If a line in the records below contains the word "Keep", return that line.

[Stored entries]
_____
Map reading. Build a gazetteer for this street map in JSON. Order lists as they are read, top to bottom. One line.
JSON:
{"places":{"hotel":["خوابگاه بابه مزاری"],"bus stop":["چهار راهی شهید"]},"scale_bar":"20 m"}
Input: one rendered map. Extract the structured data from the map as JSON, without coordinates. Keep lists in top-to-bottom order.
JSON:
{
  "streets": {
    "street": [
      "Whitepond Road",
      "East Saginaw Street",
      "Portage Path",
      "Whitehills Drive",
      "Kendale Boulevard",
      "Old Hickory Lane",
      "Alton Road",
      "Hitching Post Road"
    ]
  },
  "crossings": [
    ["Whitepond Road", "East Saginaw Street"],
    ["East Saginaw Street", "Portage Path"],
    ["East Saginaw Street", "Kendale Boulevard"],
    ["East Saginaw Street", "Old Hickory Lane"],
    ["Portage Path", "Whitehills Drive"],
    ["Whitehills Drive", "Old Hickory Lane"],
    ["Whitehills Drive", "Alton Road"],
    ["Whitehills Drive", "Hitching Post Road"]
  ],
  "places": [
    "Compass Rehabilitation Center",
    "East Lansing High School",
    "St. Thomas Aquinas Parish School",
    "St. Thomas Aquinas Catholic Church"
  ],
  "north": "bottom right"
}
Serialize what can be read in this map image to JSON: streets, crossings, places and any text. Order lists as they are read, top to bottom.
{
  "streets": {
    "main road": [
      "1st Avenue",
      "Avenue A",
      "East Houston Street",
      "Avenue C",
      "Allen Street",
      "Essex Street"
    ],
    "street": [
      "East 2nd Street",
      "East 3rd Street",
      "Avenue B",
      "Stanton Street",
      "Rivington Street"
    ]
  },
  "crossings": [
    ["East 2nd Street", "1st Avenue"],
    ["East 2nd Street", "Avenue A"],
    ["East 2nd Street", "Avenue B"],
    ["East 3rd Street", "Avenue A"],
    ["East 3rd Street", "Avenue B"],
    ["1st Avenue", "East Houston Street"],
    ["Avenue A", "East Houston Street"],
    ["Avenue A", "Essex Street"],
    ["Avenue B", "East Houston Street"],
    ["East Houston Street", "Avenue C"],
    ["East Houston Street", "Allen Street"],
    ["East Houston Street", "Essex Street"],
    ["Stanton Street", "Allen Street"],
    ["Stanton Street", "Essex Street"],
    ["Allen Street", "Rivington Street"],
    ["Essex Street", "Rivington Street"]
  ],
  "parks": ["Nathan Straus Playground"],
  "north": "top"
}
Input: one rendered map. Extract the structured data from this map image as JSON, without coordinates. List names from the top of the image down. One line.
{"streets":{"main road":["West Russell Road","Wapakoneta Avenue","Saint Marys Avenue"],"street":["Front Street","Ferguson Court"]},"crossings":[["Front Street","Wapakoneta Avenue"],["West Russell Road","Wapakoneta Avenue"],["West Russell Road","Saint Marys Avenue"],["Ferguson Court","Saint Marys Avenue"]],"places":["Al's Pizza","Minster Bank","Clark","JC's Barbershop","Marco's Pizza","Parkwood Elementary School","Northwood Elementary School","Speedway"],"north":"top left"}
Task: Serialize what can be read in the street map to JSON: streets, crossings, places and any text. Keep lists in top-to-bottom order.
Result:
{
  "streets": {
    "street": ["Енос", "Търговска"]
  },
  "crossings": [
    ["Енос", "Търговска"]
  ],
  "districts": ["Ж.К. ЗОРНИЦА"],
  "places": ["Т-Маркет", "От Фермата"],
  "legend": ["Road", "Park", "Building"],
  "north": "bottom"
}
_____
Output for this task:
Input: one rendered map. Extract the structured data from the map as JSON, without coordinates. Keep lists in top-to-bottom order.
Task: Serialize what can be read in the street map to JSON: streets, crossings, places and any text. Keep lists in top-to-bottom order.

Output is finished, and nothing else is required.